Pergunto sem nenhuma segunda intenção e sem levar em conta particularidades. Um budista, por exemplo, certamente protegeria o inseto - até porque poderia ser ele próprio lá embaixo carregando um pedaço de folha enorme - enquanto um menino arteiro de nove anos condenaria sumariamente o bicho à morte. Falo assim, em algo casual, excetuando os extremos. Budistas e crianças, portanto, não prossigam à leitura. Falo de pessoas como eu me imagino (e certamente me engano), enfim, pessoas normais.
Voltemos à pergunta, feita de outra forma: se uma pessoa está caminhando e vê uma formiga, ela desvia o pé para matar ou para salvar? Observe que a diferença entre uma e outra está no sujeito. Na primeira, pergunto diretamente a você, qual seria sua reação. Na segunda, pergunto o que você acha que outra pessoa faria.
Essa possivelmente seja a forma mais estúpida que eu encontrei para afirmar o óbvio: a coisa não está fácil. Entenda-se por "coisa" a situação em geral. Caso as respostas - independente de qual - para a maioria das pessoas fossem a mesma para as duas perguntas, metade dos nossos (quando falo em "nossos" falo da humanidade) percalços estariam resolvidos. 
O problema é a diferença entre o que fazemos, dizemos fazer e pensamos ter feito. Além, é claro, do que projetamos para o outro. Simples: eu não pisaria na formiga. Minha resposta seria desviar o pé para salvá-la. Mas, claro, o outro a mataria sem dó e muito menos necessidade. Eu seria o mocinho da história; ele, o bandido. O estranho nisso tudo é que se ele respondesse as mesmas perguntas, certamente aconteceria a inversão. (Somos aquilo que imaginamos ser e o contrário de como nos veem?) 
Resumindo de maneira definitiva: ruim e errados são os outros.
Um exemplo magnífico disso, aconteceu com o senhor excelentíssimo governador do lindíssimo estado do Rio de Janeiro, Sérgio Cabral. No auge de toda sua sapiência, depois das chuvas e de mais de uma centena de mortes, ele afirmou que, em parte, a culpa dos óbitos é da própria população que mora em áreas de risco. Claro, eles estão lá porque querem. Existe lugar na Vieira Souto para todos, mas esse povo insiste em morar em perigosos barrancos. Não foram as dezenas de anos de absoluta pobreza, de governantes autoritários e corruptos, de falta de investimento em educação e (óbvio) habitação, além de tantas outras deficiências que causaram isso. Eles estão lá por opção, por gosto. E mais: garanto que estão morrendo somente para prejudicar o governador. Essa gente é capaz de tudo.

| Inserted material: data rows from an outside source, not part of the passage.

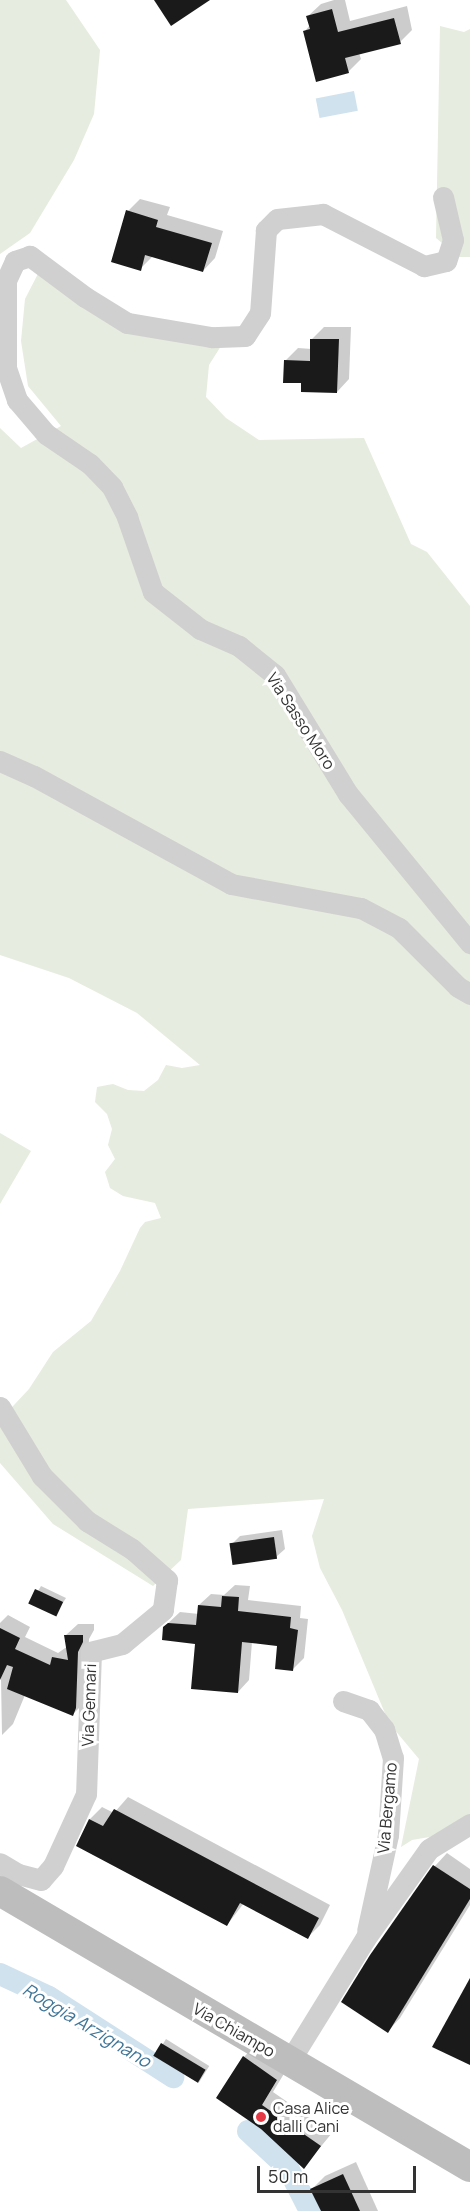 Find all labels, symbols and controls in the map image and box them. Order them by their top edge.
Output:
street label: Via Sasso Moro [263,669,339,773]
street label: Via Gennari [78,1663,100,1747]
street label: Via Bergamo [373,1762,401,1854]
water label: Roggia Arzignano [19,1978,155,2072]
street label: Via Chiampo [190,1999,278,2061]
place label: Casa Alice dalli Cani [273,2098,349,2136]
marker: Casa Alice dalli Cani [254,2110,268,2124]
scale bar [260,2154,419,2192]
text: 50 m [268,2164,308,2188] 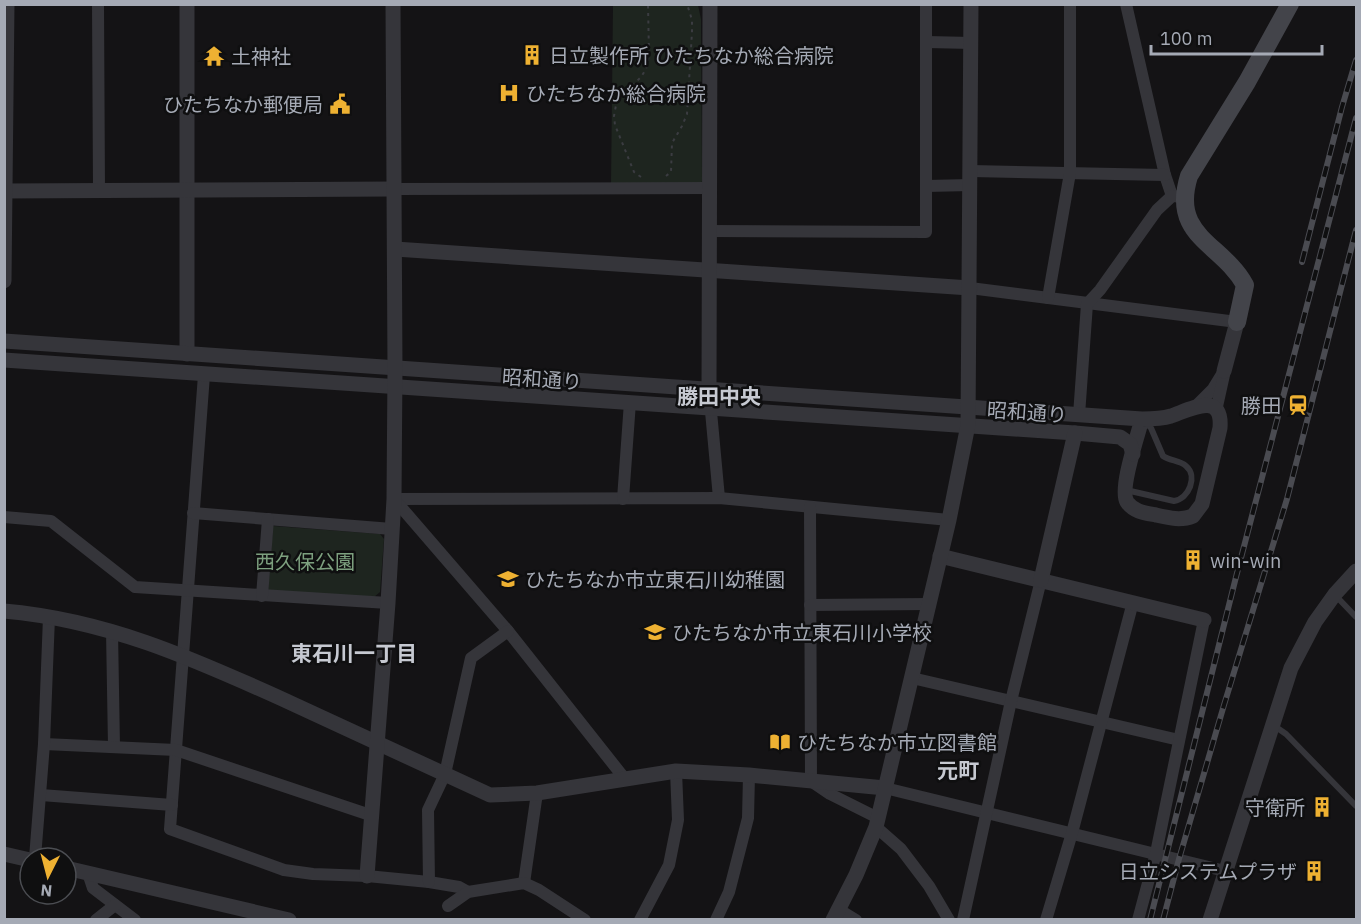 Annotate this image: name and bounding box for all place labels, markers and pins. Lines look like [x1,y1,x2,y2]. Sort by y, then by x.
place label: 日立製作所 ひたちなか総合病院 [549,42,834,69]
place label: 土神社 [231,43,291,70]
building icon: 日立製作所 ひたちなか総合病院 [520,43,544,67]
temple icon: 土神社 [202,44,226,68]
place label: ひたちなか総合病院 [526,80,706,107]
hospital icon: ひたちなか総合病院 [497,81,521,105]
place label: ひたちなか郵便局 [163,91,323,118]
public building icon: ひたちなか郵便局 [328,92,352,116]
place label: 勝田 [1241,392,1281,419]
station icon: 勝田 [1286,393,1310,417]
place label: win-win [1210,547,1281,574]
building icon: win-win [1181,548,1205,572]
place label: ひたちなか市立東石川幼稚園 [525,566,785,593]
school or university icon: ひたちなか市立東石川幼稚園 [496,567,520,591]
place label: ひたちなか市立東石川小学校 [672,619,932,646]
school or university icon: ひたちなか市立東石川小学校 [643,620,667,644]
place label: ひたちなか市立図書館 [797,729,997,756]
library icon: ひたちなか市立図書館 [768,730,792,754]
place label: 守衛所 [1245,794,1305,821]
building icon: 守衛所 [1310,795,1334,819]
place label: 日立システムプラザ [1119,858,1297,885]
building icon: 日立システムプラザ [1302,859,1326,883] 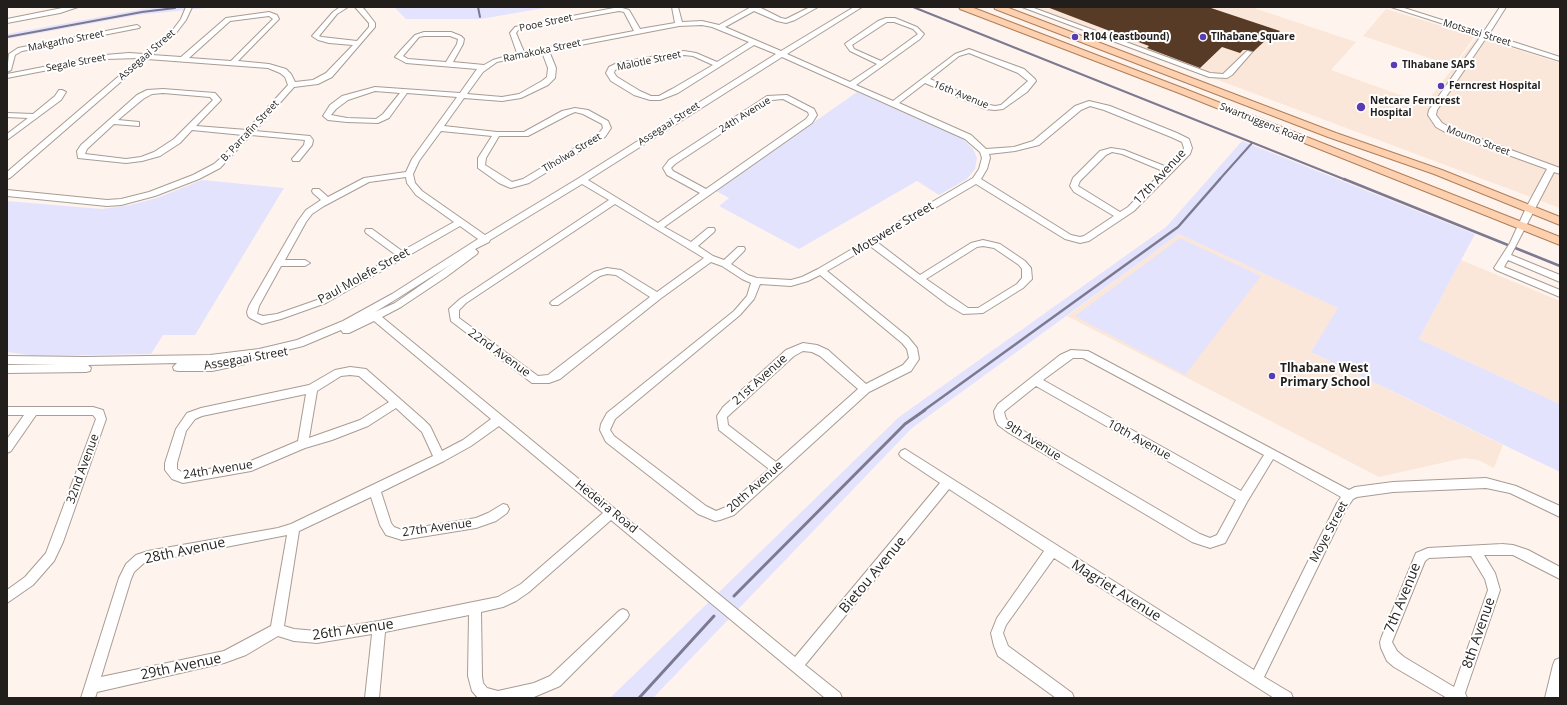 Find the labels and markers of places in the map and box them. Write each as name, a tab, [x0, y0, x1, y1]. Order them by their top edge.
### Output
place label: R104 (eastbound)	[1083, 31, 1169, 43]
place label: Tlhabane Square	[1211, 31, 1295, 43]
marker: R104 (eastbound)	[1070, 32, 1080, 42]
marker: Tlhabane Square	[1198, 32, 1208, 42]
place label: Tlhabane SAPS	[1402, 59, 1475, 71]
marker: Tlhabane SAPS	[1389, 60, 1399, 70]
place label: Ferncrest Hospital	[1449, 80, 1541, 92]
marker: Ferncrest Hospital	[1436, 81, 1446, 91]
place label: Netcare Ferncrest Hospital	[1370, 95, 1460, 118]
marker: Netcare Ferncrest Hospital	[1355, 101, 1367, 113]
place label: Tlhabane West Primary School	[1280, 362, 1370, 390]
marker: Tlhabane West Primary School	[1267, 371, 1277, 381] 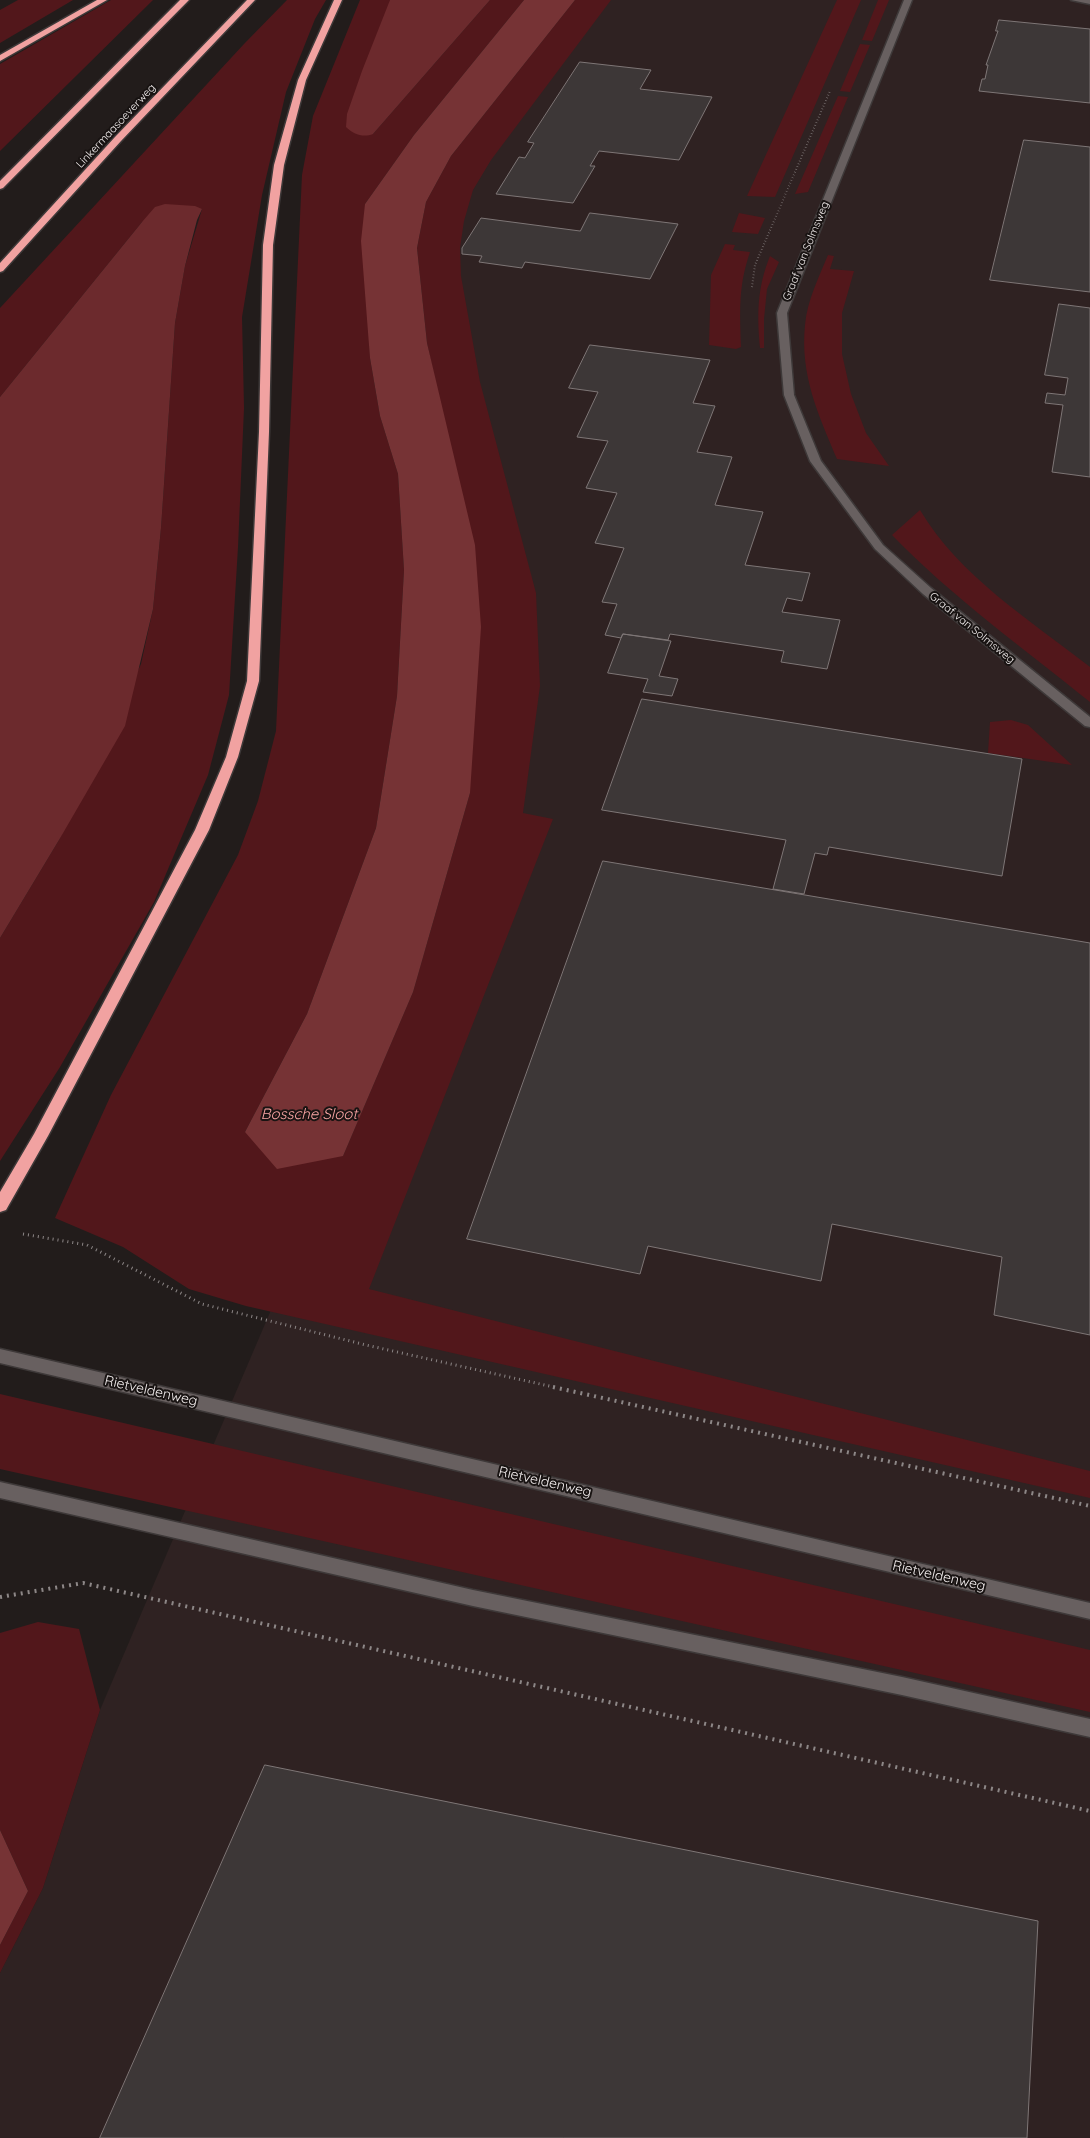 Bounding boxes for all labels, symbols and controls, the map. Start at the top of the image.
street label: Linkermaasoeverweg [74,81,158,171]
street label: Graaf van Solmsweg [780,199,832,303]
street label: Graaf van Solmsweg [927,590,1017,666]
water label: Bossche Sloot [261,1105,357,1123]
street label: Rietveldenweg [103,1372,199,1410]
street label: Rietveldenweg [497,1463,593,1501]
street label: Rietveldenweg [891,1557,987,1595] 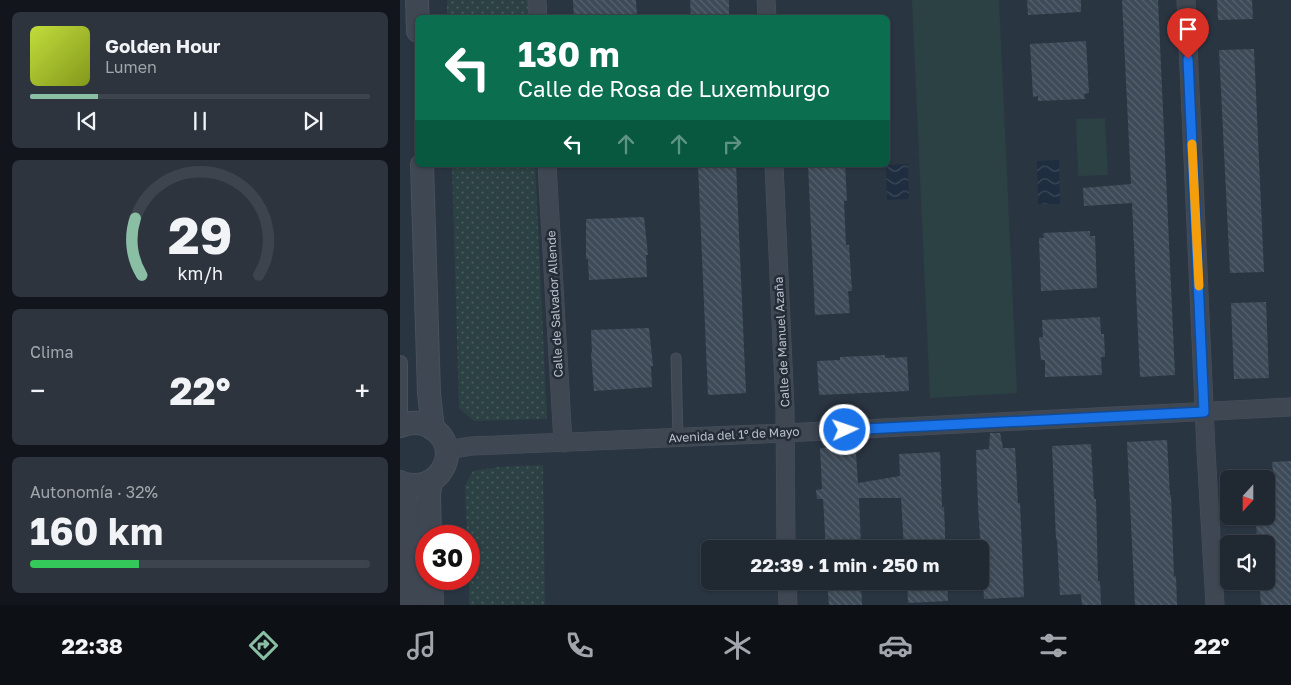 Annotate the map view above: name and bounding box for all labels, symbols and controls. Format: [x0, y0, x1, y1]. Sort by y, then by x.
pin [1167, 8, 1209, 59]
icon: arrive [1174, 15, 1202, 43]
text: 130 m [518, 33, 620, 75]
text: Golden Hour [105, 34, 220, 57]
icon: left [435, 35, 500, 100]
text: Lumen [105, 57, 157, 77]
text: Calle de Rosa de Luxemburgo [518, 75, 830, 102]
icon: previous [73, 107, 101, 135]
icon: pause [186, 107, 214, 135]
icon: next [299, 107, 327, 135]
icon: left [559, 130, 587, 158]
icon: ahead [612, 130, 640, 158]
icon: ahead [665, 130, 693, 158]
icon: right [718, 130, 746, 158]
text: 29 [168, 203, 232, 265]
street label: Calle de Salvador Allende [543, 230, 566, 378]
text: km/h [177, 262, 223, 284]
street label: Calle de Manuel Azaña [771, 276, 792, 408]
text: Clima [30, 342, 74, 362]
text: 22° [169, 368, 231, 413]
text: − [30, 374, 45, 407]
text: + [355, 374, 370, 407]
position arrow [818, 403, 870, 455]
street label: Avenida del 1º de Mayo [668, 424, 800, 445]
north arrow [1220, 470, 1275, 525]
map controls [1220, 470, 1275, 590]
text: Autonomía · 32% [30, 482, 158, 502]
text: 160 km [30, 508, 163, 553]
speed limit sign: 30 [415, 525, 480, 590]
button: sound [1220, 535, 1275, 590]
text: 22:39 · 1 min · 250 m [751, 553, 939, 576]
icon: directions [246, 628, 281, 663]
icon: music [404, 628, 439, 663]
icon: phone [562, 628, 597, 663]
icon: climate [720, 628, 755, 663]
icon: car [878, 628, 913, 663]
icon: filters [1036, 628, 1071, 663]
text: 22:38 [62, 632, 123, 659]
text: 22° [1194, 632, 1229, 659]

Acho que os anos vão nos roubando a paciência. Tenho cada vez menos. Fosse a singela formiguinha abaixo do meu sapato um sujeito como esse, ela seria esmagada impiedosamente. Torço para que os budistas tenham razão. Assim, talvez algum dia, um menino de nove anos possa me dar esse prazer.



11 comentários:

Onofre Dias disse...

Excelente. Meus sinceros parabéns.

Cida disse...

Os anos nos roubam a paciência. Os governantes acham que nos roubam a capacidade de pensar.

Gostei demais!

Silvares disse...

Diz o povo que a estupidez não tem limites. Eu sei que o povo nem sempre tem razão mas acerta muitas vezes.

Sueli Maia (Mai) disse...

Perfeito, Beto! E sem ser panfletária, vale lembrar que a distribuição de verbas para prevenção de catástrofes vem sendo apurada pelo TCU. Há um lixo que subjaz nisto tudo e que resulta nos pisões sobre formigas.
...
parafraseando a onomatopéia de um amigo: plac,plac,plac...

bjo

the dear Zé disse...

O povinho é mesmo do contra, só para contrariar!
E agora, onde vão alojar os desalojados? provavelmente num outro formigueiro, não?

Abraço

Leandro Noronha da Fonseca disse...

eu pisaria nas formigas. sem dó nem piedade

Non je ne regrette rien: Ediney Santana disse...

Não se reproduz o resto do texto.